Whenever a line in the entries below contains "function", copy that line.

EXTRACTED INFORMATION:
BEGIN
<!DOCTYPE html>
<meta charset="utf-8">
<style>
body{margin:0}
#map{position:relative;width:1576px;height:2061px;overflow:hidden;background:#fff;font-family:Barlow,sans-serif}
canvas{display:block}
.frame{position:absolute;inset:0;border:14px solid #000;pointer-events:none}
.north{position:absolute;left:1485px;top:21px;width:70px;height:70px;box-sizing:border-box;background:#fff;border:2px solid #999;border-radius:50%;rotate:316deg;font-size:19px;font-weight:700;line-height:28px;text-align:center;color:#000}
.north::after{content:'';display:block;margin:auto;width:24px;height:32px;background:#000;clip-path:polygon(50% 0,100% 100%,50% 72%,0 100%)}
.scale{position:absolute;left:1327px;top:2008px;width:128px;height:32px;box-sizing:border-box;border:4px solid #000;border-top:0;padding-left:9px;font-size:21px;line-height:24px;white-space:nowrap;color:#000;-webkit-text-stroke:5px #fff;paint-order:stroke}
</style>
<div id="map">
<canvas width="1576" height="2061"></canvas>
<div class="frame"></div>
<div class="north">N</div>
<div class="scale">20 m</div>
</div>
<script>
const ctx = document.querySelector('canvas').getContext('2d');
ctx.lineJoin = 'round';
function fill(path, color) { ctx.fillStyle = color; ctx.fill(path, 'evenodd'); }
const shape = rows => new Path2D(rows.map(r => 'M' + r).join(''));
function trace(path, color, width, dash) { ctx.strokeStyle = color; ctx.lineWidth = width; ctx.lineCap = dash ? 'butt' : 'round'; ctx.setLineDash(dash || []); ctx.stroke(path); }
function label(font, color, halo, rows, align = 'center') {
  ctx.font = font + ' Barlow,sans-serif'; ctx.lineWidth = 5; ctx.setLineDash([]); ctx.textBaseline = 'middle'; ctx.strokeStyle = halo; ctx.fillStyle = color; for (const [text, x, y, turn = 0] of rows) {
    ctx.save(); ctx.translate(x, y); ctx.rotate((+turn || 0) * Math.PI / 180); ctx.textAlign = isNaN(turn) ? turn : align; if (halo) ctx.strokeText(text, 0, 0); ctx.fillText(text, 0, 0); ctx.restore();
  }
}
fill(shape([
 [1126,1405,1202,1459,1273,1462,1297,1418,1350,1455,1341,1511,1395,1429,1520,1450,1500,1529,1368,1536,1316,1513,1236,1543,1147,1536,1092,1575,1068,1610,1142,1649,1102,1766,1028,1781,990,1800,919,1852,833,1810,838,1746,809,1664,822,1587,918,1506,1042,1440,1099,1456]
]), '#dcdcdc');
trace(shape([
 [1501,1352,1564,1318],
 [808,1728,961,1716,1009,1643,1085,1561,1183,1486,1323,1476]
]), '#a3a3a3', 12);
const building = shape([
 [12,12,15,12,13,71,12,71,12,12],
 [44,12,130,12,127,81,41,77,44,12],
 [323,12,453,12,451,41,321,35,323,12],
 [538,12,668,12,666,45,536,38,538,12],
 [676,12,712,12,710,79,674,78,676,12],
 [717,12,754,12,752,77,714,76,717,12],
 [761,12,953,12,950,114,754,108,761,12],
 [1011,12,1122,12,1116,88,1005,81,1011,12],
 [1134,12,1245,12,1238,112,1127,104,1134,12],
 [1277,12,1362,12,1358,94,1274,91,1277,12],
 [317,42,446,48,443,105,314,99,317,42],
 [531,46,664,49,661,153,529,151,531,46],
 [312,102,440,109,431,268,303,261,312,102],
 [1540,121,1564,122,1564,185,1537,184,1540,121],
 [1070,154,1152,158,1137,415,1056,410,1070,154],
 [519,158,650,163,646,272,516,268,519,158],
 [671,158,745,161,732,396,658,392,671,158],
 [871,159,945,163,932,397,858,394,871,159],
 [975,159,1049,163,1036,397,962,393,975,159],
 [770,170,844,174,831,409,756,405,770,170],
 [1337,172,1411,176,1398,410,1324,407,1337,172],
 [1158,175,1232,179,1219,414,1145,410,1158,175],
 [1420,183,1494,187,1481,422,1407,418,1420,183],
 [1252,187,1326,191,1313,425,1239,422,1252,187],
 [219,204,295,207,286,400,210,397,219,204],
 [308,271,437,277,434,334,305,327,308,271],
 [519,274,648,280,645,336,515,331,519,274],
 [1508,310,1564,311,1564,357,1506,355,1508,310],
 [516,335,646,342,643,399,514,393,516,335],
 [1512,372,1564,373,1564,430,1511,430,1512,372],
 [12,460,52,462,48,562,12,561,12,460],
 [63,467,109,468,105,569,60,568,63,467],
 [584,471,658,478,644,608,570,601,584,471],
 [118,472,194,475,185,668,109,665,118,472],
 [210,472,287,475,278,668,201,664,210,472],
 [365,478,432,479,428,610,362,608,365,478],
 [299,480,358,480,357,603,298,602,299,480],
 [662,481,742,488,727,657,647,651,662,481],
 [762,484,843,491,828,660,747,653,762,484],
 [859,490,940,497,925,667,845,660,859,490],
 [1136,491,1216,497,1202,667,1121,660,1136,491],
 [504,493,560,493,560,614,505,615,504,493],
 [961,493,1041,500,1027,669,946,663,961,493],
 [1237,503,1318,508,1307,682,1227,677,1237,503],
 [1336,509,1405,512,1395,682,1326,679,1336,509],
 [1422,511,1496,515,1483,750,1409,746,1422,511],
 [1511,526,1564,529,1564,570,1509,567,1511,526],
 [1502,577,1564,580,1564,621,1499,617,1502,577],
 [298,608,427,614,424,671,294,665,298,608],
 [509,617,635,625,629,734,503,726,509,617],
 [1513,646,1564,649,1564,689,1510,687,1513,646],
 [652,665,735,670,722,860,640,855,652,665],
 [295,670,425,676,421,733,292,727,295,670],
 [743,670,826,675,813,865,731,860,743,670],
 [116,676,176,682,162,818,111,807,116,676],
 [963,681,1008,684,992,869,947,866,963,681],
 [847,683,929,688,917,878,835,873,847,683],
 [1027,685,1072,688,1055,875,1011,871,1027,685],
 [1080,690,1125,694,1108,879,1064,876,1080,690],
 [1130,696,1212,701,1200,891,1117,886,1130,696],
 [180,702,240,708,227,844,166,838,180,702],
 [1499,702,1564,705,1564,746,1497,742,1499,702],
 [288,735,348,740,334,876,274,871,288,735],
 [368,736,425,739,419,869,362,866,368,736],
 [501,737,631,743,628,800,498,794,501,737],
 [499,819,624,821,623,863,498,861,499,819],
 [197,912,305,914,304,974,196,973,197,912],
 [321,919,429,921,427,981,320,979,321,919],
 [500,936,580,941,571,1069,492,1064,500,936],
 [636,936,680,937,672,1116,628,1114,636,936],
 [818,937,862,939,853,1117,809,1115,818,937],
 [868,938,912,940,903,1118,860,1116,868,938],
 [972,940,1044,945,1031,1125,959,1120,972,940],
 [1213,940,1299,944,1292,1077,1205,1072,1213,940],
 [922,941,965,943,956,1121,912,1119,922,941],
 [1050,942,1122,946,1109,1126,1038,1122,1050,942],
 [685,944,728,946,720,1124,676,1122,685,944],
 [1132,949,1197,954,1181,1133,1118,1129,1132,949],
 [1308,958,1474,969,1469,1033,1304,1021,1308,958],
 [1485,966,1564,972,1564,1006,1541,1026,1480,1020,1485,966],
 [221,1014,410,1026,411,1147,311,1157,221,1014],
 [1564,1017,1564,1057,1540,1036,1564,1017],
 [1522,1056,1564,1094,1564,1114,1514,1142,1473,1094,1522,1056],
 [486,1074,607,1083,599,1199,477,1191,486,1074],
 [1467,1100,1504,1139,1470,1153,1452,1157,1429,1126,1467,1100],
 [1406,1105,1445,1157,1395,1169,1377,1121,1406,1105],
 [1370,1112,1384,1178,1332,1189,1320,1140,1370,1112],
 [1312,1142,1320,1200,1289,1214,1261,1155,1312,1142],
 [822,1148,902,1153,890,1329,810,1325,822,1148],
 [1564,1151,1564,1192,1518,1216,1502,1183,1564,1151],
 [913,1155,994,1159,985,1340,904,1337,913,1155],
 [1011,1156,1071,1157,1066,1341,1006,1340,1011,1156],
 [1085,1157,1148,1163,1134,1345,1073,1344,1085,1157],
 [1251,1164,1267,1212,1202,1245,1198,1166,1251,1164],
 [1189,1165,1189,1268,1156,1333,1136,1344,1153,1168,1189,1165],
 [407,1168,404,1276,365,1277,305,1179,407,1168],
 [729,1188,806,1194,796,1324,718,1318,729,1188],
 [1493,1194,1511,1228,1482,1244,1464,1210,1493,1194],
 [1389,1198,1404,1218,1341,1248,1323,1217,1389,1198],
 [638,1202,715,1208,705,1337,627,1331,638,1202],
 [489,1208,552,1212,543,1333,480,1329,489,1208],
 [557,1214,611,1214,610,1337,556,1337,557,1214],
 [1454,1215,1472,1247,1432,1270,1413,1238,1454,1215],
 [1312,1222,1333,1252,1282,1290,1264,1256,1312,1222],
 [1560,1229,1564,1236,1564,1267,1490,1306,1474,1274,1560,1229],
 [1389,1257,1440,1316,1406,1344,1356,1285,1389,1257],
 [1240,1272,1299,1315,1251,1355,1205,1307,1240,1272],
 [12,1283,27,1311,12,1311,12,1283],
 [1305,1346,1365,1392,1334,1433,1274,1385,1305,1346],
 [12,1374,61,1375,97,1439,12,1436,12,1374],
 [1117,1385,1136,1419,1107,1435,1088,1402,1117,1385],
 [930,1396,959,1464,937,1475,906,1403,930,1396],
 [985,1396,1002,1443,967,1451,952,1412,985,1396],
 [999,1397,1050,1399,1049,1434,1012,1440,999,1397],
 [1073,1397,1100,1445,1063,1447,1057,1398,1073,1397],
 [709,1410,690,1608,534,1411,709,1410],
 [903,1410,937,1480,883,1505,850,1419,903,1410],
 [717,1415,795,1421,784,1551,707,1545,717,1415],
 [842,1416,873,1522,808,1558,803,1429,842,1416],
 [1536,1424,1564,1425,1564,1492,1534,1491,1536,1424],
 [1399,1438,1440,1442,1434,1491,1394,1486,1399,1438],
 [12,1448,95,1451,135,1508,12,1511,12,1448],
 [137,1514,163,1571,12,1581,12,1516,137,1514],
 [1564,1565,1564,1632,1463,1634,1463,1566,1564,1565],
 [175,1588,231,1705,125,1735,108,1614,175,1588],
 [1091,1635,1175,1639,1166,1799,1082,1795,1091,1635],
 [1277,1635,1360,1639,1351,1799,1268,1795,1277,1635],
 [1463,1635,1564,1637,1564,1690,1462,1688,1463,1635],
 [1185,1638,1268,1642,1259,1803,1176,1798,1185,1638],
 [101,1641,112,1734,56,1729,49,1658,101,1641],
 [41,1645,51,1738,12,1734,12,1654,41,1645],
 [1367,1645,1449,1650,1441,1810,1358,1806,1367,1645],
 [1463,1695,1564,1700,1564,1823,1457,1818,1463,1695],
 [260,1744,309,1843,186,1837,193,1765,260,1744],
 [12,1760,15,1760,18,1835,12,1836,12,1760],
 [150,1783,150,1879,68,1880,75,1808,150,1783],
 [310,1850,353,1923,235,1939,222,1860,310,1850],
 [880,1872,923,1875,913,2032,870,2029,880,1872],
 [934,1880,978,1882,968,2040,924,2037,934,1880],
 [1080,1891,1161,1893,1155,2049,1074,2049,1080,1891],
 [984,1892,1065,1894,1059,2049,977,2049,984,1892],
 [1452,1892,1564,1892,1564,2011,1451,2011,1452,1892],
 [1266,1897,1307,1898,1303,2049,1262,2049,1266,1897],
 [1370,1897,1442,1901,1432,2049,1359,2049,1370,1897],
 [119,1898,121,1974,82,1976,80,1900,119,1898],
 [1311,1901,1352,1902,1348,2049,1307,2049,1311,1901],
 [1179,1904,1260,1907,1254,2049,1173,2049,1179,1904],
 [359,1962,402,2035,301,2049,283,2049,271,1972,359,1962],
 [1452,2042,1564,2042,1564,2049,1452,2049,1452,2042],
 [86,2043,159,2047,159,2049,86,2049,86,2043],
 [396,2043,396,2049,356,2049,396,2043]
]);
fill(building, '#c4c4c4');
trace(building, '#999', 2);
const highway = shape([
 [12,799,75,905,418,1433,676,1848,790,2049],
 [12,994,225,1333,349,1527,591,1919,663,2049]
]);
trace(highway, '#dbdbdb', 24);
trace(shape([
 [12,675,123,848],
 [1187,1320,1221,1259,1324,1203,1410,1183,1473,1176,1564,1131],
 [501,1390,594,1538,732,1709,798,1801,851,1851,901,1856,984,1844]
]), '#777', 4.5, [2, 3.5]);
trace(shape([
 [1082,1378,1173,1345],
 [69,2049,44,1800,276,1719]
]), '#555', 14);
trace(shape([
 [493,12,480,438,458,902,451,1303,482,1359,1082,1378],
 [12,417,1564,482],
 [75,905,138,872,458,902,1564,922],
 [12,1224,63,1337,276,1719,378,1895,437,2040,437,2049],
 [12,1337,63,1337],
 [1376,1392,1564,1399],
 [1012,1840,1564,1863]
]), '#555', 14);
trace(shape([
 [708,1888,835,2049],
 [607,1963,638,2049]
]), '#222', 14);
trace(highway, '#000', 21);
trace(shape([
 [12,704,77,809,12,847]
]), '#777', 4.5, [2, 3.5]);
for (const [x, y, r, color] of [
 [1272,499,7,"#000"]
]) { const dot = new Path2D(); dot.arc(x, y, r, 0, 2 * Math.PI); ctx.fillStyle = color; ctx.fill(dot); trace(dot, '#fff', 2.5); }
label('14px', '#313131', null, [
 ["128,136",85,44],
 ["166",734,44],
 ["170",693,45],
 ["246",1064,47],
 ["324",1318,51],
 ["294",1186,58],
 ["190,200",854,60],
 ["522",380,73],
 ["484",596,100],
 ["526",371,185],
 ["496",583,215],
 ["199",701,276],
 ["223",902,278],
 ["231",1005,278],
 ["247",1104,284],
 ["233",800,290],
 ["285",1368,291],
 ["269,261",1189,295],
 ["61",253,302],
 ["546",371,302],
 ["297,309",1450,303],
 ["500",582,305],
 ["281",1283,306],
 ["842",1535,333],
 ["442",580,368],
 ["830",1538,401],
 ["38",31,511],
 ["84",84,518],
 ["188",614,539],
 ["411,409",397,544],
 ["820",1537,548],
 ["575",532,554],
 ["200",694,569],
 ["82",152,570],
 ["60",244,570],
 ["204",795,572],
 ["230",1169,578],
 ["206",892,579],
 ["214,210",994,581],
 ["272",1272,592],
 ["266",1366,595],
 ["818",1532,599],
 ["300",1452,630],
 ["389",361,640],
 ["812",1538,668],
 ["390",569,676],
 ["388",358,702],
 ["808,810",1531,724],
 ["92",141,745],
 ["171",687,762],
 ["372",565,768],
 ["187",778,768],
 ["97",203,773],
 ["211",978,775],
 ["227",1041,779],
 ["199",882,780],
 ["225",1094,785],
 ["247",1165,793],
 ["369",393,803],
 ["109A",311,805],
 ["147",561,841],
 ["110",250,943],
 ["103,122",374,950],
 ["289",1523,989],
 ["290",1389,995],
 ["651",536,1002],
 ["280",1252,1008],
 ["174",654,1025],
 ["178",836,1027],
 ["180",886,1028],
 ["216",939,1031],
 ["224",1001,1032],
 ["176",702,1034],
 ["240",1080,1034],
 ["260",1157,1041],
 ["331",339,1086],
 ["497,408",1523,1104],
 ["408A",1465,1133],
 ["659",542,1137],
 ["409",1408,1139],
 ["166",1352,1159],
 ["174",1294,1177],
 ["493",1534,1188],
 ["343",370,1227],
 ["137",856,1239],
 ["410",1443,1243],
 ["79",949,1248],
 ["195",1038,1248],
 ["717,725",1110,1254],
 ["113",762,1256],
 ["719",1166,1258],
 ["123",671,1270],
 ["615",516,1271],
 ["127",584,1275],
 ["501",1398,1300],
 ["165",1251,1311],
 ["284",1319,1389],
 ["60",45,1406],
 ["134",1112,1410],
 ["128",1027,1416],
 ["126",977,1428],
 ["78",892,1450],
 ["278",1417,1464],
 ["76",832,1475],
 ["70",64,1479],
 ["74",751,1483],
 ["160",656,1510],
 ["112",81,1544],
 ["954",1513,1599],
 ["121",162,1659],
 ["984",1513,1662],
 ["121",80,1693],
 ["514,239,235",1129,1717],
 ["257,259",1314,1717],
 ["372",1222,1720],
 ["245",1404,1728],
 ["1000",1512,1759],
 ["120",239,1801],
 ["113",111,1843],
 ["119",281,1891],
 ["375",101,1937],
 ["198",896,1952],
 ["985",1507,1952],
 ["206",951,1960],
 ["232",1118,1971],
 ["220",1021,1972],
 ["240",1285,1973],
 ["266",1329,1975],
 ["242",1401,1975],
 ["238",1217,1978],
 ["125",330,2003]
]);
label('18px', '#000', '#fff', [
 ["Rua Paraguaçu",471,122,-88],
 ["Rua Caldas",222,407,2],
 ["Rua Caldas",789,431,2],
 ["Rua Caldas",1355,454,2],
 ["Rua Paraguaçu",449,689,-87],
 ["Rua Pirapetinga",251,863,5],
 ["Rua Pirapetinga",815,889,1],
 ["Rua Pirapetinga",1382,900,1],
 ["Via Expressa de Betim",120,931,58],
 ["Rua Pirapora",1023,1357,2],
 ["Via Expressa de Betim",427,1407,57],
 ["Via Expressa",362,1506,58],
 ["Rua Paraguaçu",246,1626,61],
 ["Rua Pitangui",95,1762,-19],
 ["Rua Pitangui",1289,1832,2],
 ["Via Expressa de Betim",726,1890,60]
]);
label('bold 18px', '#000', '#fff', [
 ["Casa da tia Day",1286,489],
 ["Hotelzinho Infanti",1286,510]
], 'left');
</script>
END
ANSWER FOR THE TASK:
function fill(path, color) { ctx.fillStyle = color; ctx.fill(path, 'evenodd'); }
function trace(path, color, width, dash) { ctx.strokeStyle = color; ctx.lineWidth = width; ctx.lineCap = dash ? 'butt' : 'round'; ctx.setLineDash(dash || []); ctx.stroke(path); }
function label(font, color, halo, rows, align = 'center') {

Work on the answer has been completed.